[[ Record excerpts open ]]
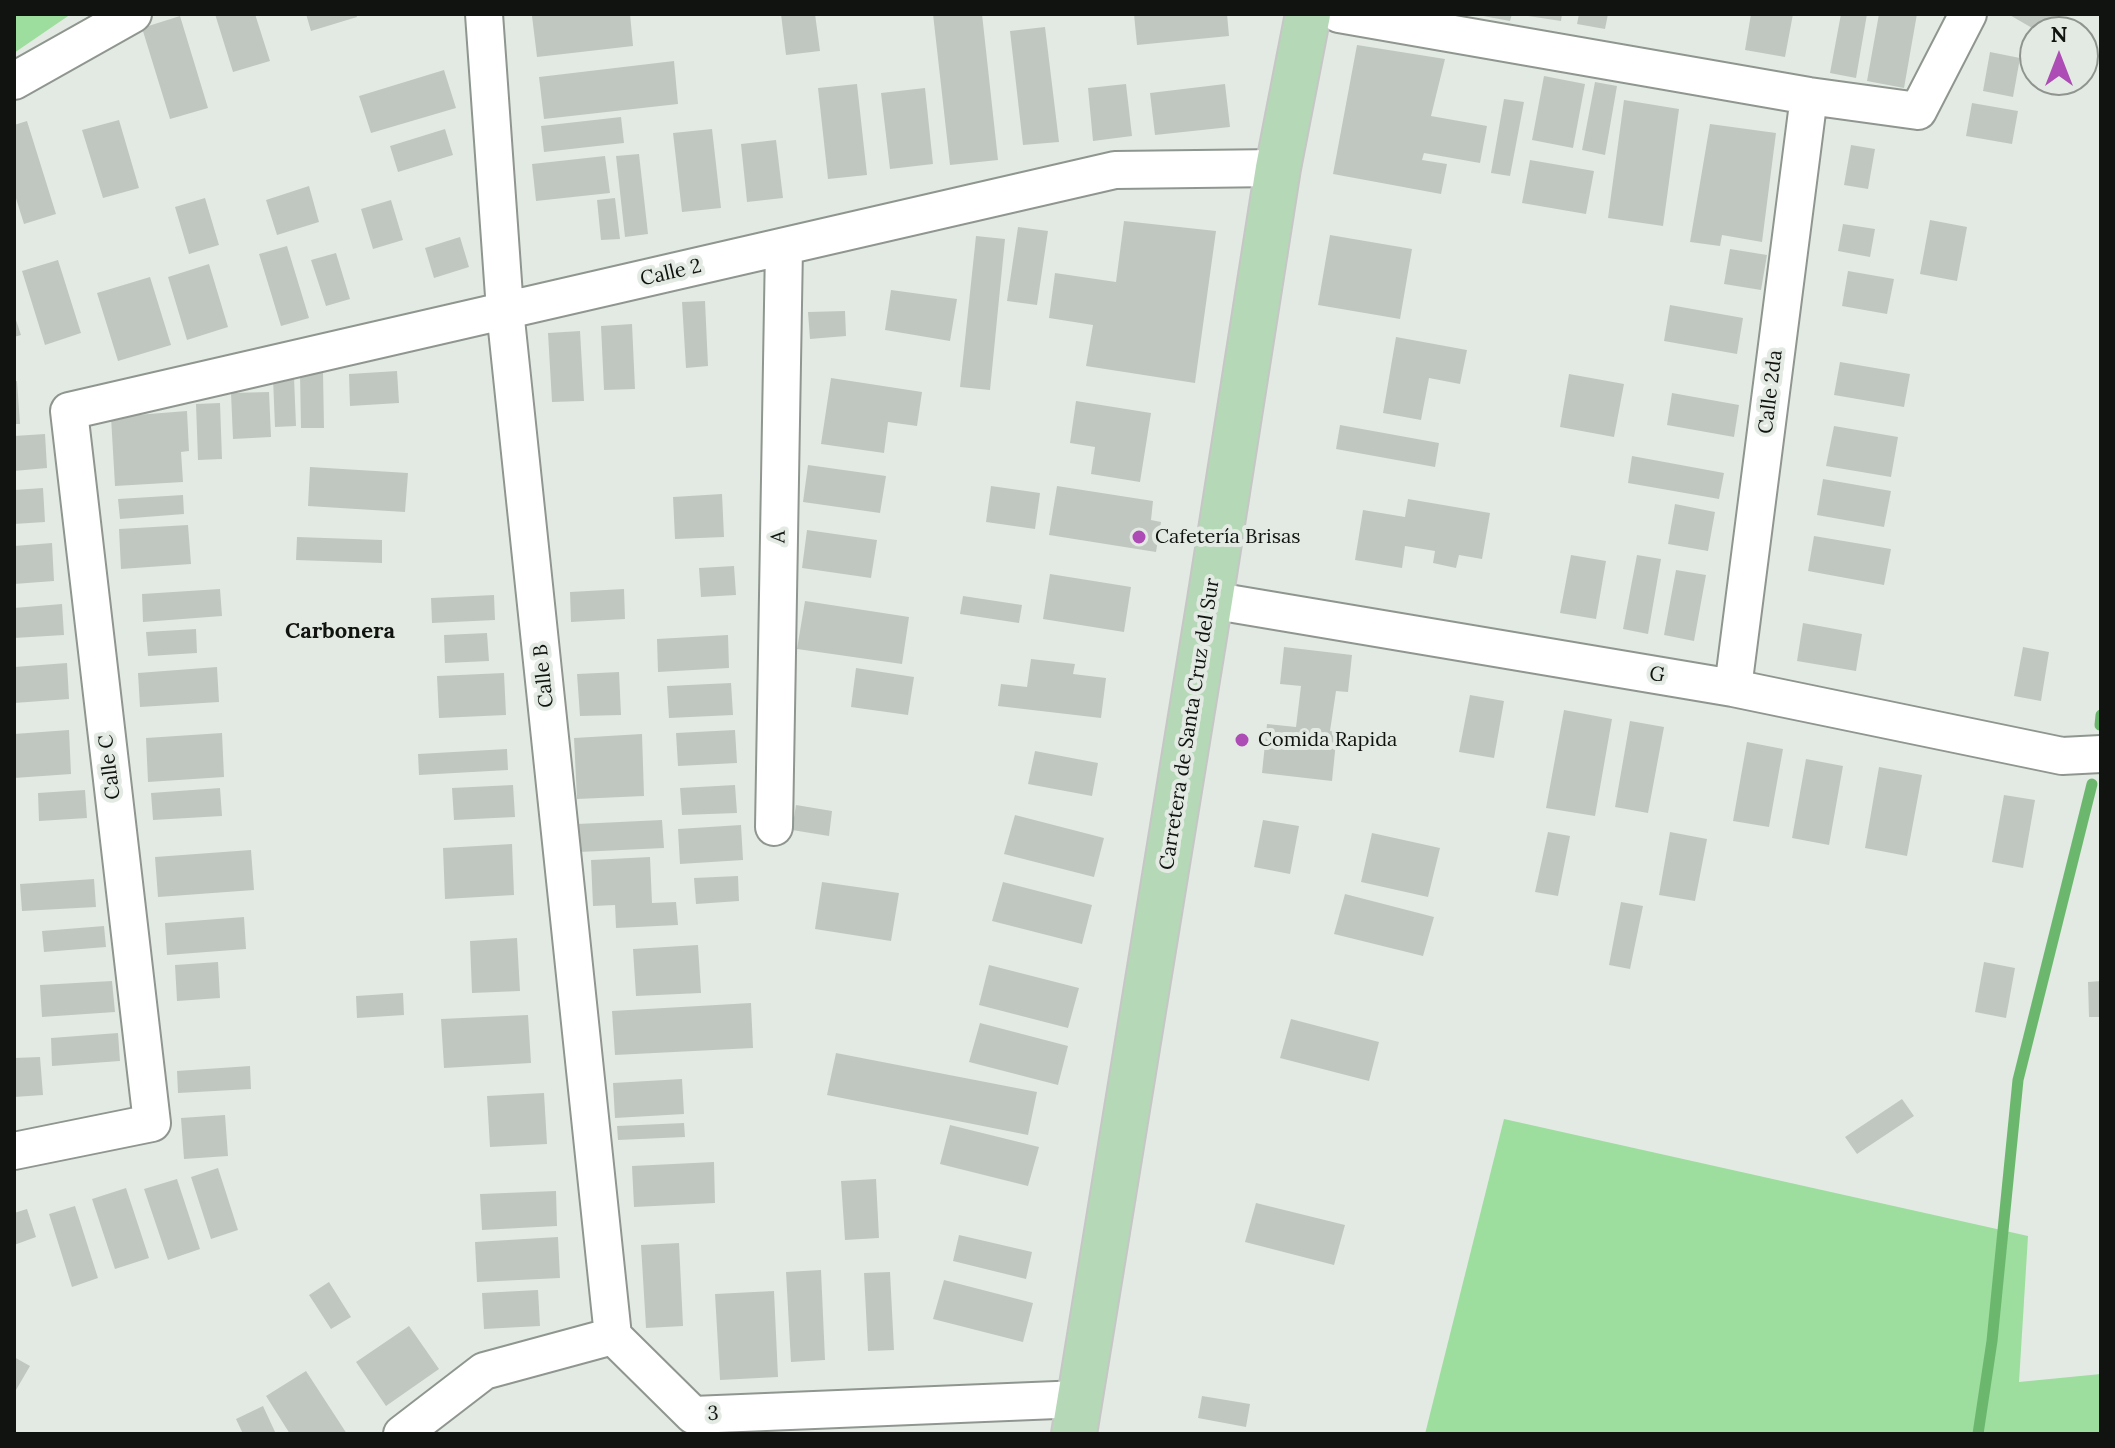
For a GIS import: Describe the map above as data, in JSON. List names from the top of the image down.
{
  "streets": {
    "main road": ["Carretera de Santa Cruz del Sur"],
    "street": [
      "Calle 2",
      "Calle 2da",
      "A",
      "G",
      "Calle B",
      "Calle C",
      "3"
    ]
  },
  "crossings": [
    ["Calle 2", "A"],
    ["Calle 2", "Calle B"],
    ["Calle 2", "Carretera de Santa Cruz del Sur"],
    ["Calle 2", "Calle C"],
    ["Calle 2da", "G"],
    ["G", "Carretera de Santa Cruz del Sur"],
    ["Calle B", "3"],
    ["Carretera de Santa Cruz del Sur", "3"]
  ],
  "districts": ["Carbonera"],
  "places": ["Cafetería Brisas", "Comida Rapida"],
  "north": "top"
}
[[ Record excerpts closed ]]
▶ Assignment: Reproduce the whole listing above word for word, but not its pictures.

▶ Response to the task:
For a GIS import: Describe the map above as data, in JSON. List names from the top of the image down.
{
  "streets": {
    "main road": ["Carretera de Santa Cruz del Sur"],
    "street": [
      "Calle 2",
      "Calle 2da",
      "A",
      "G",
      "Calle B",
      "Calle C",
      "3"
    ]
  },
  "crossings": [
    ["Calle 2", "A"],
    ["Calle 2", "Calle B"],
    ["Calle 2", "Carretera de Santa Cruz del Sur"],
    ["Calle 2", "Calle C"],
    ["Calle 2da", "G"],
    ["G", "Carretera de Santa Cruz del Sur"],
    ["Calle B", "3"],
    ["Carretera de Santa Cruz del Sur", "3"]
  ],
  "districts": ["Carbonera"],
  "places": ["Cafetería Brisas", "Comida Rapida"],
  "north": "top"
}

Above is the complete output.